Dissatisfaction with the current establishment, democracy and the EU has been used by the extreme right-wing party Kotleba – People’s Party Our Slovakia, which succeeded in gaining 8% of popular vote in the parliamentary elections in March 2016. Their programme is distinctly critical of ‘being dictated to and bullied by the elitist EU’, which is threatening Slovak sovereignty and interests. The party has initiated a petition to launch a referendum on leaving the EU.

Slovexit for them means a return to everything that was ‘lost’ in the process of European integration, from sovereignty and Christian values to food security. It addresses the gap created by the resentment towards liberal elites and globalisation, which is associated with Slovakia’s accession to the EU. As an example, the decrease in animal and farming production has been criticised as a result of Slovakia’s integration into the EU’s agricultural policy and spurred negative perceptions mainly in rural areas, where agriculture has been the most important source of income for low-qualified people.

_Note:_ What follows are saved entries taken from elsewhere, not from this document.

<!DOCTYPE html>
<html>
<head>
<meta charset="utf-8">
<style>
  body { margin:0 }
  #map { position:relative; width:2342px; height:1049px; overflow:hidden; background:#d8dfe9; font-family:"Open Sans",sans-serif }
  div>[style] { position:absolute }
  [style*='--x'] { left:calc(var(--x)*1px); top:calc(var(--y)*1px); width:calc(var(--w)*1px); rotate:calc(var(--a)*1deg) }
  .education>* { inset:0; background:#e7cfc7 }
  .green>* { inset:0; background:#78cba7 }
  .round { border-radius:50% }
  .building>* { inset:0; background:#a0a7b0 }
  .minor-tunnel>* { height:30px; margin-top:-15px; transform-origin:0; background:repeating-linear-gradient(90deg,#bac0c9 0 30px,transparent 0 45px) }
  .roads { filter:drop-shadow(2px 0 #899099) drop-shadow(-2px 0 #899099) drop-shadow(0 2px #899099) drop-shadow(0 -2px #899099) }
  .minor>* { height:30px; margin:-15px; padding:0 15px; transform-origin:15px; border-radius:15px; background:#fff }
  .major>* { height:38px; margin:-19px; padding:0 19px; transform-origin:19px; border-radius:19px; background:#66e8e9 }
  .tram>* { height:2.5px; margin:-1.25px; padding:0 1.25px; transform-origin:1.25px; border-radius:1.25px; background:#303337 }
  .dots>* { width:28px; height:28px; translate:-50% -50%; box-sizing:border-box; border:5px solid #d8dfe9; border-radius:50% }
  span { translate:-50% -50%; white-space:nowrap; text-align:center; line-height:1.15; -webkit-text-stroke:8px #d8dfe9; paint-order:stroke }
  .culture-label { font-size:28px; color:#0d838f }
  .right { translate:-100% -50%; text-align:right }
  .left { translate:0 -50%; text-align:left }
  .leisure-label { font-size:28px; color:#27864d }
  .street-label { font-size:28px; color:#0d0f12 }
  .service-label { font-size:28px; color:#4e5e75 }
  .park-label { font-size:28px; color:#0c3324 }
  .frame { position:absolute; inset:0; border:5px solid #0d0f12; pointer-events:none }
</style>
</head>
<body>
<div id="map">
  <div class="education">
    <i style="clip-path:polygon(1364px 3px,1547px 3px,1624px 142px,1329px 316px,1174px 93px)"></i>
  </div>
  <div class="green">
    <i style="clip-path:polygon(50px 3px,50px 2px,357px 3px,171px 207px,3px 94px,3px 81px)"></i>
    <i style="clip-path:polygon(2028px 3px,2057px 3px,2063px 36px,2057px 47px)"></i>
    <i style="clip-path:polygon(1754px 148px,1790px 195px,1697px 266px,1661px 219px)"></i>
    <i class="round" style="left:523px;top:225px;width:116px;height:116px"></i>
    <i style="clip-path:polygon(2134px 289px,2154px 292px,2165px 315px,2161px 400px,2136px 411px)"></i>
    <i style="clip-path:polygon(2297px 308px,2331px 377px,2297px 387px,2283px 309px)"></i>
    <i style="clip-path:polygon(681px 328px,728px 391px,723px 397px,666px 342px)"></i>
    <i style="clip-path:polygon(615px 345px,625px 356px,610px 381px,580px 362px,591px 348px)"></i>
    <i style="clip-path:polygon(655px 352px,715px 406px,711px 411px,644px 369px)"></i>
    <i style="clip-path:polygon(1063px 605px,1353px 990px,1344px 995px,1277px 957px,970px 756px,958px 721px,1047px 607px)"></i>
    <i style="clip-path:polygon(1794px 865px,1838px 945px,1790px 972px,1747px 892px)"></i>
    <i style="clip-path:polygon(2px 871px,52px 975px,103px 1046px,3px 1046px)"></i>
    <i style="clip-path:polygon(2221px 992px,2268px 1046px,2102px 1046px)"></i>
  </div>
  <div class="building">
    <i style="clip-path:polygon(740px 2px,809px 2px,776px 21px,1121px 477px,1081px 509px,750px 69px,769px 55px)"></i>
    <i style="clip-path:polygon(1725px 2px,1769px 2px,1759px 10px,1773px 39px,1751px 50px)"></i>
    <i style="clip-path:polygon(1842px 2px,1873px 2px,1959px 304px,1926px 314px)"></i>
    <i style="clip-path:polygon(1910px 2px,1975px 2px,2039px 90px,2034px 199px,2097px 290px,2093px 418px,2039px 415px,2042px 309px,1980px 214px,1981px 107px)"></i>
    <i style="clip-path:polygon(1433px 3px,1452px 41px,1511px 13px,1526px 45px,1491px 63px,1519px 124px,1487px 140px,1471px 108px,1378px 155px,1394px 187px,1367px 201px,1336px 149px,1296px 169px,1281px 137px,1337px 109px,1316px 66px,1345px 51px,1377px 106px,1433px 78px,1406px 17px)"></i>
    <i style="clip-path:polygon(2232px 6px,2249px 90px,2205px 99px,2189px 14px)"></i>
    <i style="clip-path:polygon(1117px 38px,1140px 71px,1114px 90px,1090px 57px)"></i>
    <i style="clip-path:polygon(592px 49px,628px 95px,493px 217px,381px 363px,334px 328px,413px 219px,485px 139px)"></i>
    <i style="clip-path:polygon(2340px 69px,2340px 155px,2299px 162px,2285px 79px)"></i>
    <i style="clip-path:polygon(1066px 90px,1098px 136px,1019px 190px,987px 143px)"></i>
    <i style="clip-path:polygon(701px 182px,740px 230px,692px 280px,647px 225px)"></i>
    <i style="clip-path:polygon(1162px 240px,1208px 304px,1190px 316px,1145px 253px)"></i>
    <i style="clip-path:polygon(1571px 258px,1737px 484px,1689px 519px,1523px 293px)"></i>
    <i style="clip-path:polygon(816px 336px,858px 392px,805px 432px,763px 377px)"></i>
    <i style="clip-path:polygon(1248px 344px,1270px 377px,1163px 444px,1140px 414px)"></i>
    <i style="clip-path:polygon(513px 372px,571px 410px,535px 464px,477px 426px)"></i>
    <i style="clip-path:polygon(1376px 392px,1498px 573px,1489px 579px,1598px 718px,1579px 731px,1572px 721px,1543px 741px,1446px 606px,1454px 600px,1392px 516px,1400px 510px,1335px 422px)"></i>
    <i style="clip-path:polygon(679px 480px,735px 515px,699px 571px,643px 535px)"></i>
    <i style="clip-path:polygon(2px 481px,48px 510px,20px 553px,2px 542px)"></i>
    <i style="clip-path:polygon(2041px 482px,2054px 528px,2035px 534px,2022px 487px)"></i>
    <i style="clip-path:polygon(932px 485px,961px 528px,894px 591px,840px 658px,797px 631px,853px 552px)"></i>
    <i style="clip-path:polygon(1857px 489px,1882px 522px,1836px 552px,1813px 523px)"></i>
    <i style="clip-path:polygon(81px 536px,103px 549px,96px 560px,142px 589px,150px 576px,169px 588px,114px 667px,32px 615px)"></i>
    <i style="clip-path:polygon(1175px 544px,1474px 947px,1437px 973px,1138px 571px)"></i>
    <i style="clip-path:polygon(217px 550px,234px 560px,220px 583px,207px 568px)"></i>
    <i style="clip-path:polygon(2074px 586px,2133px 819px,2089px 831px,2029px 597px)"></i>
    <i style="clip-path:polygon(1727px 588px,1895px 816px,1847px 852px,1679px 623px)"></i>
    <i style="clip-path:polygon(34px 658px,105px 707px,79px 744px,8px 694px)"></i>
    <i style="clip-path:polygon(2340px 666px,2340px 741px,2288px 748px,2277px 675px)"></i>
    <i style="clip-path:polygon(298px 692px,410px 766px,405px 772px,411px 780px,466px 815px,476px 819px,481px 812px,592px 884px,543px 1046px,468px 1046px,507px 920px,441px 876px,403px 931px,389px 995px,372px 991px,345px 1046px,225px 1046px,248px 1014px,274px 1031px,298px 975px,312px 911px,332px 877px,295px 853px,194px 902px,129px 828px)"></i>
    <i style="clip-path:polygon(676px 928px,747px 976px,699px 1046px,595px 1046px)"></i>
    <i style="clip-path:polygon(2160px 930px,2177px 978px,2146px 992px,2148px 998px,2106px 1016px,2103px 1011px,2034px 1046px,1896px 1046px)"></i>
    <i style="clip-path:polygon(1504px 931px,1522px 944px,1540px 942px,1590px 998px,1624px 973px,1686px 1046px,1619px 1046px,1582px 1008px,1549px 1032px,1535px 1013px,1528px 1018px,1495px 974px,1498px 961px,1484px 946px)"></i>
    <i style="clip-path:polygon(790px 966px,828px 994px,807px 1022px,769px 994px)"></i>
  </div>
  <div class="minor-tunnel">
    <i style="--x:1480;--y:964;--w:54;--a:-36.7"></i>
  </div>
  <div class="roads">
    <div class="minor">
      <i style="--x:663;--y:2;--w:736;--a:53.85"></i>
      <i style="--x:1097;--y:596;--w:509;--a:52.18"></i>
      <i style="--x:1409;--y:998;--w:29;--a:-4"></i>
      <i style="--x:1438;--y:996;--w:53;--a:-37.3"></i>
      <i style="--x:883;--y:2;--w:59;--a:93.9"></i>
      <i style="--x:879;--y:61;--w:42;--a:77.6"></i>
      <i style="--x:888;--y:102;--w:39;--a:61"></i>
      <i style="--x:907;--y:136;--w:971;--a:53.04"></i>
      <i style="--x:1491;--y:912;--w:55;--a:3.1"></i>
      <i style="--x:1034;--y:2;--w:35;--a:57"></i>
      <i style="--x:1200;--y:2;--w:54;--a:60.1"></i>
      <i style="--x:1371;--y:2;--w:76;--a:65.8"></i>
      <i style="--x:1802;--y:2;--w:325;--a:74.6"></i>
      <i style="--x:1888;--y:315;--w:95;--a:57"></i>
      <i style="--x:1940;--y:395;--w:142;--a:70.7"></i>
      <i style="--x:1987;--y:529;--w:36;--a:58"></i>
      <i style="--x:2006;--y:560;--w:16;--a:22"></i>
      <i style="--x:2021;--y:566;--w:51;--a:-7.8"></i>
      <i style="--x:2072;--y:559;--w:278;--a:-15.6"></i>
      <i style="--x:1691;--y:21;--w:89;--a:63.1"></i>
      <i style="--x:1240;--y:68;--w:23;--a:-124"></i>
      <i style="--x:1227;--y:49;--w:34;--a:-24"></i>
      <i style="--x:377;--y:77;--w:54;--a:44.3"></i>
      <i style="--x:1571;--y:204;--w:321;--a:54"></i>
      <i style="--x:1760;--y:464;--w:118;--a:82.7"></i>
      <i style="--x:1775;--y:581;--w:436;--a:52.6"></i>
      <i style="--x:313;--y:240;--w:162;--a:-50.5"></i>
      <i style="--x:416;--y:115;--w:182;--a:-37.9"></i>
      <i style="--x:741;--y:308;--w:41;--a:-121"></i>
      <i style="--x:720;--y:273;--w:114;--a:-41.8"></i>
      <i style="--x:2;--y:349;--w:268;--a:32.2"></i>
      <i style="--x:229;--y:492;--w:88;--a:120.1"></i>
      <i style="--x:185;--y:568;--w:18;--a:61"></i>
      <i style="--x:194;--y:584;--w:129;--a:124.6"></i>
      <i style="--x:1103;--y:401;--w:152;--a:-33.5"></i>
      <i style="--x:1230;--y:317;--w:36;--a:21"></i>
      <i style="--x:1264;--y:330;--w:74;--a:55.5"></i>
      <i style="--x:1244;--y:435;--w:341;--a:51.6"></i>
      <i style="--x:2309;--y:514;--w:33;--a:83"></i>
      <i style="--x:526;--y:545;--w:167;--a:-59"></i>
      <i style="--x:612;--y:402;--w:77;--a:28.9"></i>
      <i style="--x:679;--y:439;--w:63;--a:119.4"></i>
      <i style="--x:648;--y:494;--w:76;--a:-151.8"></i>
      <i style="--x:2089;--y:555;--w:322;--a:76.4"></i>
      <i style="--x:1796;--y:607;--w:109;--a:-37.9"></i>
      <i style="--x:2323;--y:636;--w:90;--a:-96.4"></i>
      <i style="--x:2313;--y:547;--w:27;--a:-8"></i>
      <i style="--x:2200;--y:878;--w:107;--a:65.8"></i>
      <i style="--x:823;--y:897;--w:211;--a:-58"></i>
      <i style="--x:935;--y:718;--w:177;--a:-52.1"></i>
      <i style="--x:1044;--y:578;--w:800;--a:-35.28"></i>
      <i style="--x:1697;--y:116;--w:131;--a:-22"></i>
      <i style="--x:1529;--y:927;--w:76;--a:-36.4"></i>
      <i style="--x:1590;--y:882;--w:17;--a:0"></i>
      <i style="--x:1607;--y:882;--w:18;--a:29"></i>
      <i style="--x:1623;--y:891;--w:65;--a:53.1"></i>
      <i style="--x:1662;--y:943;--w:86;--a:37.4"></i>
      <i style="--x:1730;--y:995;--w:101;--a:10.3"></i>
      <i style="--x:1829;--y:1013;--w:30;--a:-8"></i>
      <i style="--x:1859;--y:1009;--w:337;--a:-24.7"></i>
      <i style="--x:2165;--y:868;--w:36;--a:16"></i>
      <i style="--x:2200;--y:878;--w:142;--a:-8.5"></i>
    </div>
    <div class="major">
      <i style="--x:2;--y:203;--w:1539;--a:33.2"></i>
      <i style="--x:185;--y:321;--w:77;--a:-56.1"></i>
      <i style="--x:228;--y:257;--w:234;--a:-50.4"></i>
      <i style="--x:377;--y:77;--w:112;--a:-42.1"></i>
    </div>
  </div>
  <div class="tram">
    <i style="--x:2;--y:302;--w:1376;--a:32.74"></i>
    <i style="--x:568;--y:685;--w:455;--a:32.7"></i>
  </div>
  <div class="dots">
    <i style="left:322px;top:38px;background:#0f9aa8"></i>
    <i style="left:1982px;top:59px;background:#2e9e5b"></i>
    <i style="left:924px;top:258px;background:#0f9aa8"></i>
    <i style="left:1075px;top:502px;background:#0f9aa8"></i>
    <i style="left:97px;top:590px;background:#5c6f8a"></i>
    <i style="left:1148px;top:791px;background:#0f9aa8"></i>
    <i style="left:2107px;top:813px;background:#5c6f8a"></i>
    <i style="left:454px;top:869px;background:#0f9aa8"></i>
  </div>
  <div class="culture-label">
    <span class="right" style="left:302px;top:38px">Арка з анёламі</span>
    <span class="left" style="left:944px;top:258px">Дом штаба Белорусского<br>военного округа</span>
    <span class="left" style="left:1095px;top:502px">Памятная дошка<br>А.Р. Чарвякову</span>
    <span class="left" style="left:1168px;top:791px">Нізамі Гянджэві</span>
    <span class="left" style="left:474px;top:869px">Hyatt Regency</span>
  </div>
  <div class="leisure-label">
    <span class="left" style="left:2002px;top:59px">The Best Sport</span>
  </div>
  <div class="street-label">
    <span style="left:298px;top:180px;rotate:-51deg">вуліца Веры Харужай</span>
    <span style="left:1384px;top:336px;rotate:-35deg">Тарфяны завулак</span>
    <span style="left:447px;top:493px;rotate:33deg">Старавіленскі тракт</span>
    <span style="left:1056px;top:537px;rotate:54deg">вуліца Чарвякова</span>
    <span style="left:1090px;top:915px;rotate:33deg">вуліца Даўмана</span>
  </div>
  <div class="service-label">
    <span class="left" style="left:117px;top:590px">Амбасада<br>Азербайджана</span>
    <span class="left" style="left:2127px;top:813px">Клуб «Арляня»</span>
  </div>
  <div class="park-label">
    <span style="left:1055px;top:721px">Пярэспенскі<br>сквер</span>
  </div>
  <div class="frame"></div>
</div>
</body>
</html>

The European funds themselves have become a source of corruption that fill the citizens with indignation not only towards domestic politicians but also towards the idleness of Brussels. Parts of the population are concerned about the disruption of their conservative attitudes, especially those concerning the rights of sexual minorities but also increasing diversity, migration, and new security threats. Anti-EU attitudes are reflected in the agenda of extremist organisations, such as the Slovak Revival Movement, the Slovak Conscripts or the Action Group Resistance Kysuce, which profit from organisational or military cooperation with Russia.

The radical rhetoric of these movements alongside the insufficient communication of the benefits of EU membership from the political elite contributes to confusion amongst citizens regarding country’s geopolitical orientation, which leads to doubts about the benefits of EU membership. According to polls from 2016, 35% of citizens would now support Slovakia’s exit from the EU.

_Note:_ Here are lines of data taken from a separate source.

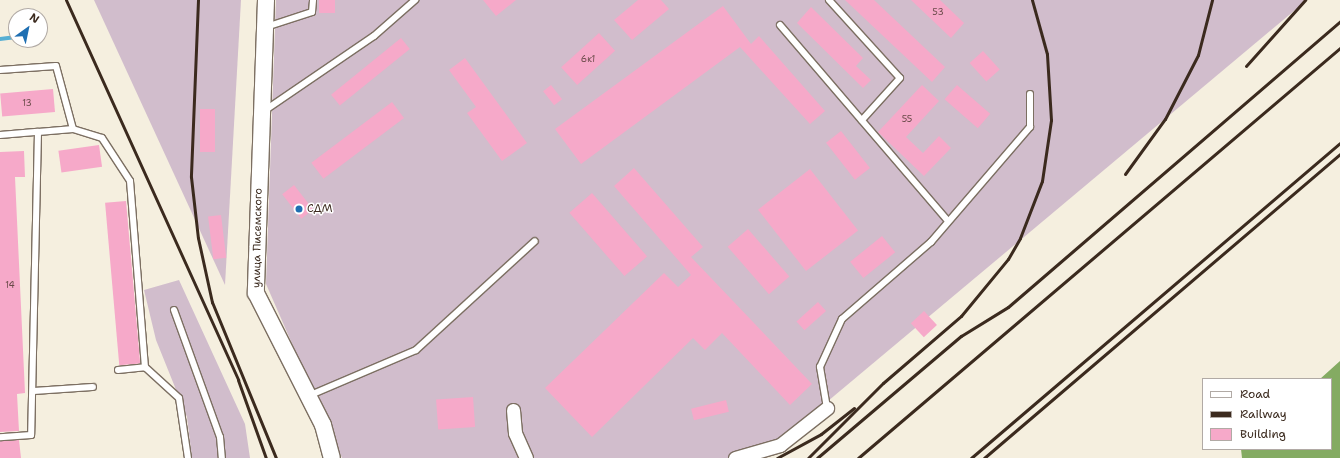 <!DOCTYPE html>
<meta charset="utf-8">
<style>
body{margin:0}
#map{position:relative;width:1340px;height:458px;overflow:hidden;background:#f5efdf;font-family:"Shantell Sans",sans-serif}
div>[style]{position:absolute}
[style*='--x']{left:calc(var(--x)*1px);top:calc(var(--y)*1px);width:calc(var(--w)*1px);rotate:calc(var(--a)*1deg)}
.industrial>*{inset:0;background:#d1bdcc}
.forest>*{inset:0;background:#84ab62}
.stream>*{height:3.5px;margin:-1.75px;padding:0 1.75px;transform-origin:1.75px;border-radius:1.75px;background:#55aed3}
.building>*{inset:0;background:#f6a9c9;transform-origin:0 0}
.roads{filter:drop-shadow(1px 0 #7c6f62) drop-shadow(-1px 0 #7c6f62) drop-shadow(0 1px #7c6f62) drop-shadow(0 -1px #7c6f62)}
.service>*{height:6px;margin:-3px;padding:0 3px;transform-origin:3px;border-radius:3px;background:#fff}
.minor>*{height:13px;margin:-6.5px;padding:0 6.5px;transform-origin:6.5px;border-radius:6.5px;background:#fff}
.tertiary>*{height:16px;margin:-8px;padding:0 8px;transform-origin:8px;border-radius:8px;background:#fff}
.rail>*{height:3px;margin:-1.5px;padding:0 1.5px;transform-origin:1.5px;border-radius:1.5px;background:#3b2a1e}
.dots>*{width:11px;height:11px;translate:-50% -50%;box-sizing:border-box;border:2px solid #fff;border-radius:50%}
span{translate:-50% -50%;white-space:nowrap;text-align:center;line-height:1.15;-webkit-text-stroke:3px #fff;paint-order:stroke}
.number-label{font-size:9px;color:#6a4a49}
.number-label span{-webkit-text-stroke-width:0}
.poi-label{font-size:11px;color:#3b2a1e}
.left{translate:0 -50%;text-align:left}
.street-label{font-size:11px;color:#3b2a1e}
.legend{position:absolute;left:1202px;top:378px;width:130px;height:72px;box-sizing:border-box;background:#fff;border:1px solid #b1aaa5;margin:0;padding:5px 7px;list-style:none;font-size:12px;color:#3b2a1e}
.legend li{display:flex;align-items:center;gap:8px;height:20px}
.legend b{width:20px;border:1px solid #b1aaa5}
.north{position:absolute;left:8px;top:8px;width:40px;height:40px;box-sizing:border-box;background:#fff;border:1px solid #b1aaa5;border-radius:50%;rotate:33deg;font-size:11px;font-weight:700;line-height:16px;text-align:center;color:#3b2a1e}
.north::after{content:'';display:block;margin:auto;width:14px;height:18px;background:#1f6fb2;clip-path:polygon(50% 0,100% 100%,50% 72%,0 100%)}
</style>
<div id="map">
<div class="industrial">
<i style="clip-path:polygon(94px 0,241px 0,225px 285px)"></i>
<i style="clip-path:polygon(276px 0,1307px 0,760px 458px,342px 458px,266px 284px)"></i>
<i style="clip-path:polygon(179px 280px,245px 424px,250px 458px,192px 458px,187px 417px,156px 340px,144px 290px)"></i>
</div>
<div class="forest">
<i style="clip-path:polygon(1340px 361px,1340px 458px,1242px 458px,1241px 449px,1331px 449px,1331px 379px,1320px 379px)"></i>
</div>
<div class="stream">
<i style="--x:0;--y:39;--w:16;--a:-7"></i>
</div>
<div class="building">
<i style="left:319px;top:0;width:16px;height:13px"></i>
<i style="clip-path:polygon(483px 0,516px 0,496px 16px)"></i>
<i style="clip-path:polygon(638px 0,661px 0,669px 9px,632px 40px,614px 20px)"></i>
<i style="clip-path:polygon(845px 0,874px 0,945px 67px,932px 82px)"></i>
<i style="clip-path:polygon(911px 0,940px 0,964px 23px,951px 38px)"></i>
<i style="clip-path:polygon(723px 6px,751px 44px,759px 36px,825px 111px,810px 124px,740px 47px,581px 164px,555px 129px)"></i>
<i style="clip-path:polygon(811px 7px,863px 58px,856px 66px,871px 80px,863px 88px,797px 23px)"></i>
<i style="left:599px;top:33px;width:24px;height:51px;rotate:48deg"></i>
<i style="left:401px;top:38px;width:14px;height:90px;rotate:51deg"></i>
<i style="left:983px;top:51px;width:25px;height:18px;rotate:48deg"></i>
<i style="clip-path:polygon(465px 58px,527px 143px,502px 161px,467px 113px,476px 107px,449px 70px)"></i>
<i style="left:551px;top:85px;width:18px;height:10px;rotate:52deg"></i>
<i style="clip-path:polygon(922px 85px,939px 101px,906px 137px,923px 153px,939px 136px,951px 148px,924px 176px,878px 132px)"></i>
<i style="left:957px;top:85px;width:44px;height:19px;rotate:41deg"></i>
<i style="left:53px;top:89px;width:23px;height:53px;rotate:85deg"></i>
<i style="left:392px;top:102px;width:20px;height:101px;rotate:53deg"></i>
<i style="left:200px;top:109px;width:15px;height:43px"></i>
<i style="left:841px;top:131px;width:47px;height:19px;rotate:52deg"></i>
<i style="left:99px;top:145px;width:22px;height:41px;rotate:82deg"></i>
<i style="clip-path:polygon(24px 151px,25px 177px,15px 177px,25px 393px,17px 394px,19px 431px,0 432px,0 152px)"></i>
<i style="clip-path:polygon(634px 168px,703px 247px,691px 257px,812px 384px,790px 405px,722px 333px,705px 350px,693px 338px,592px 437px,545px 388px,664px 273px,678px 287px,691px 275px,614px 186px)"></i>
<i style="left:810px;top:169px;width:78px;height:66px;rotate:52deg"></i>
<i style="left:294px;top:185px;width:31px;height:15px;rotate:52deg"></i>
<i style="left:592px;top:193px;width:84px;height:30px;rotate:49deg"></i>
<i style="left:126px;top:201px;width:163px;height:21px;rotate:85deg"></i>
<i style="left:221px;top:215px;width:43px;height:13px;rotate:83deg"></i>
<i style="left:748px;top:229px;width:63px;height:27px;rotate:49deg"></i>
<i style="left:882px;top:236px;width:21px;height:41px;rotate:51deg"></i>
<i style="left:818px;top:302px;width:12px;height:29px;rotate:48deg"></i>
<i style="left:924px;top:311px;width:19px;height:18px;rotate:47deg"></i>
<i style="left:473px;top:397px;width:30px;height:37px;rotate:86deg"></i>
<i style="left:726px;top:400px;width:12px;height:36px;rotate:76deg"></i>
<i style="clip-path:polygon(19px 440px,21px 458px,0 458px,0 441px)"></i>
</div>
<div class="roads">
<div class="service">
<i style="--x:829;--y:0;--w:105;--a:47.7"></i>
<i style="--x:900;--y:78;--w:57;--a:132.1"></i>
<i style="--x:780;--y:25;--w:258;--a:49.4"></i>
<i style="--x:266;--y:27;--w:48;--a:-18.1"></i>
<i style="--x:312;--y:12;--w:12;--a:-85"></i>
<i style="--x:0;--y:70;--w:56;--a:-4.1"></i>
<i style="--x:56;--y:66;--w:65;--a:74.9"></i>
<i style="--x:73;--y:129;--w:35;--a:175"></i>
<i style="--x:264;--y:111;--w:133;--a:-34.3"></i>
<i style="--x:374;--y:36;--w:55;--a:-41.3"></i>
<i style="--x:73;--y:129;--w:30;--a:17"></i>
<i style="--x:102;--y:138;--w:51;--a:56.9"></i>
<i style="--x:130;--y:181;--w:187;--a:85.4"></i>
<i style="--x:145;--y:367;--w:46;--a:42.4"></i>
<i style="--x:179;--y:398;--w:61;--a:81.5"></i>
<i style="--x:0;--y:135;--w:38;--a:-5"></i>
<i style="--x:38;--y:132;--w:303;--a:91.3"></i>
<i style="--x:31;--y:435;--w:31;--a:176"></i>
<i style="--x:174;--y:310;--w:135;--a:70.1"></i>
<i style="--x:220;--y:437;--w:21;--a:85"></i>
<i style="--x:118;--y:370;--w:27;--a:-6"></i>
<i style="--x:33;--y:391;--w:60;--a:-3.8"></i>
<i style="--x:308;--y:396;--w:117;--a:-23.1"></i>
<i style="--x:416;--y:350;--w:161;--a:-42.5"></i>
<i style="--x:827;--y:408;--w:42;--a:-99.7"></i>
<i style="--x:820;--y:367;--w:53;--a:-65.4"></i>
<i style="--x:842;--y:319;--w:118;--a:-40.9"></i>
<i style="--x:931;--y:242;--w:152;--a:-49.3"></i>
<i style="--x:1030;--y:127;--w:33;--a:-90"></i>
</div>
<div class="minor">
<i style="--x:513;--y:410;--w:23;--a:85"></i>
<i style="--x:515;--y:433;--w:27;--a:66"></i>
<i style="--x:735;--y:458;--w:47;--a:-16.1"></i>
<i style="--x:780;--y:445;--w:60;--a:-38.2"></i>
</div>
<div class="tertiary">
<i style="--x:266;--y:0;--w:293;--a:92"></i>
<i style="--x:256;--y:293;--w:148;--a:63.1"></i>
<i style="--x:323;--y:425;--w:34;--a:75"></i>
</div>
</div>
<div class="rail">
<i style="--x:66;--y:0;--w:417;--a:65.6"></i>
<i style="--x:238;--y:380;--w:83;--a:70.3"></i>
<i style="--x:198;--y:0;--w:177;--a:92.3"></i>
<i style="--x:191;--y:177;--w:61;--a:83.5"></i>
<i style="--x:198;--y:238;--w:66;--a:77.7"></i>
<i style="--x:212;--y:302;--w:169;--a:67.7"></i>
<i style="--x:1246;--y:66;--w:89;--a:-48.2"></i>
<i style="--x:1125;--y:174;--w:68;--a:-54"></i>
<i style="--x:1165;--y:119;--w:72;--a:-62.7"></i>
<i style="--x:1198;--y:55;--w:57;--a:-75.7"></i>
<i style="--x:777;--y:458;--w:50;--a:-28.6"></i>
<i style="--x:821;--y:434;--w:42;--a:-38.2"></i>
<i style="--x:808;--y:458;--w:106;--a:-45"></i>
<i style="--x:883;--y:383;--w:103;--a:-40.7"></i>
<i style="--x:961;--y:316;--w:74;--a:-50.5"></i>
<i style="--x:1008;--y:259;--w:24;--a:-60"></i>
<i style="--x:1020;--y:238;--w:61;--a:-68.9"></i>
<i style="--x:1042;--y:181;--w:62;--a:-81.6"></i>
<i style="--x:1051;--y:120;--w:66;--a:-93.5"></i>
<i style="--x:1047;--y:54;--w:56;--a:-105.5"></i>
<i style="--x:817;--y:458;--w:189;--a:-40.3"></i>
<i style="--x:961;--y:336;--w:55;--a:-31.7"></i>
<i style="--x:1008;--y:307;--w:438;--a:-40.7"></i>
<i style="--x:858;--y:458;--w:633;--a:-40.39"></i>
<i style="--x:971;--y:458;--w:485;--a:-40.5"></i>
<i style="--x:984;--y:458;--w:468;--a:-40.5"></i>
</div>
<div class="dots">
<i style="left:299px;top:209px;background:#1f6fb2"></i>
</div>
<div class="number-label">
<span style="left:938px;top:12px">53</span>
<span style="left:588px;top:59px">6к1</span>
<span style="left:27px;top:103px">13</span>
<span style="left:907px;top:119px">55</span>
<span style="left:10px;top:285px">14</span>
</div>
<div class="poi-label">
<span class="left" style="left:307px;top:209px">СДМ</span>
</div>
<div class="street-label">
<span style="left:258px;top:238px;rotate:-89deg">улица Писемского</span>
</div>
<ul class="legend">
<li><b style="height:5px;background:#fff"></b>Road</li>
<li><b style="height:5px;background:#3b2a1e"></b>Railway</li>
<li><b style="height:11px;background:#f6a9c9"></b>Building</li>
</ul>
<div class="north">N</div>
</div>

In conclusion, appeals for solidarity and responsibility-sharing, but also geopolitical and security challenges have considerably transformed traditional EU-optimism on both popular and political levels. These concerns have acted as a catalyst for a more vocal defence of national interests in Slovakia’s relation to the EU.

Popular feelings about the EU are significantly shaped by domestic politicians’ framing and by the effectiveness of national governance, reflected in the social and economic well-being of the population. The political Euroscepticism has affected more actors, including the ruling political parties and it has been broadened in its forms: from objections to specific EU policies to clear rejection of the European project.

These developments indicate the need for the meaningful and constructive debate about the Slovakia’s vision on the future of the EU as well as for effective communication with citizens.

Marta Králiková is a PhD researcher at the Department of Political Science at Comenius University in Bratislava. Her research interests include EU external relations especially in the European neighbourhood, and the processes of democratic change and socio-political transformation in countries of Central and Eastern Europe.